What is Low/High Level Formatting
A low-level format (first done at the factory) draws magnetic lines on the hard disk, these days you rarely need to redo a low-level format.

A high-level format creates a new FAT and scans the surface of the disk, finding and marking damaged sectors (those corrupted files). Performing a high-level format is deceptively easy; simply run the Format utility.

However, the DOS FORMAT program only knows how to low-level format floppies, not harddrive's, due to the fact that sector header/trailer information varies widely between harddrive manufacturers and models.
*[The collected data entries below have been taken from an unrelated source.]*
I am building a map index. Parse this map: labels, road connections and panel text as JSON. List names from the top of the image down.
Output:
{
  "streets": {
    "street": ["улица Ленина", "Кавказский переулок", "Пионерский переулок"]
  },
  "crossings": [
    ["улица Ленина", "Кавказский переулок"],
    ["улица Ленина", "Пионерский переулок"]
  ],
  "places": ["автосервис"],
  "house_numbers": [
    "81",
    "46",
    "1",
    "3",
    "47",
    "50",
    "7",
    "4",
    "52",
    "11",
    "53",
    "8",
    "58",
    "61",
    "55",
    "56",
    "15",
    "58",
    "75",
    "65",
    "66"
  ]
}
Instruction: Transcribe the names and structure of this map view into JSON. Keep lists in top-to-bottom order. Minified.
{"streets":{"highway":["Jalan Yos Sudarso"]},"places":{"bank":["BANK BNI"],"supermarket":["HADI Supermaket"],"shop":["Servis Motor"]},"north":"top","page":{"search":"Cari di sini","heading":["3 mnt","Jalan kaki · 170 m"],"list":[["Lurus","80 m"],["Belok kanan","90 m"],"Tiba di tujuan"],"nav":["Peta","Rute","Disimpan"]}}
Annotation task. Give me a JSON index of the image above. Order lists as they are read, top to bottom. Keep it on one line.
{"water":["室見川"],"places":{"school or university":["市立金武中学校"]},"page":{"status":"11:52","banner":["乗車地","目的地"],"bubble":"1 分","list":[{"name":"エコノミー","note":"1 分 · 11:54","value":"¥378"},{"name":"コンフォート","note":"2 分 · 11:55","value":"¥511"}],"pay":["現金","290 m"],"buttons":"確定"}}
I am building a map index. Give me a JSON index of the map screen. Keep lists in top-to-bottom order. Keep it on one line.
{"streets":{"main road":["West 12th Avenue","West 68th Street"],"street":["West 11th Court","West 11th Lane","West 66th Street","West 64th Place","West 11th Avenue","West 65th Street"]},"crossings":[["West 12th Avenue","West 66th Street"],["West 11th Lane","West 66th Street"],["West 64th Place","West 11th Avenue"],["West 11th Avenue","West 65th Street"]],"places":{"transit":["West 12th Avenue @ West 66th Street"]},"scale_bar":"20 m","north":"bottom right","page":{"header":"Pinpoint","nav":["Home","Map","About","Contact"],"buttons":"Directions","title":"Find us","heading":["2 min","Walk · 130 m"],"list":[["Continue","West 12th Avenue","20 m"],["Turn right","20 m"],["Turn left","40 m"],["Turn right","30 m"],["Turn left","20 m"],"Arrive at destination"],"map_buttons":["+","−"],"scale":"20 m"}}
Further, the number of sectors on a track is fixed for floppies in (DOS floppy formats) but varies on most harddrive's.

Finally, EIDE harddrive's are preformatted by the manufacturer typically with dedicated programs that leave some space on the drive to "remap" bad sectors to, should they show up over time. This means that if the microcontroller in the drive detects a bad sector, it will try to reread a number of times until the checksum matches. Then it will mark that sector as bad, and store the information in another sector. All this is invisible from DOS. However, for fast AV or multi-speed CDROM writers this may mean a hickup in the datastream coming from the drive, not only when the bad sector is detected, but also afterwards because the drive will have to get the sector data from another physical location on the drive involving extra head-seeks.

Therefore, instead of low-level formatting your EIDE drive when it was trashed, first make sure that there are no other problems involved (i.e. too fast PIO mode, wd-ctrl in use for a large incompatible drives, buggy CDROM drivers, too long (ribbons) between your controller and drives, bad RAM or bad cache RAM etc).

I strongly advise you NOT to use the "format" option inside most BIOS's (reachable from the BIOS setup screen). This FORMAT option was useful for old MFM and RLL drives, and usually DESTROYS EIDE drives! If you need to "repair" an EIDE drive (bad sectors, or "indestructible" viruses etc.) it is best to use a tool that simply overwrites all sectors. This will force the drive to "remap" bad sectors itself. Nearly all bad sectors that are not remapped can be detected by either FORMAT or SCANDISK (surface scan option) and they will mark the clusters containing bad sectors as bad in the FAT.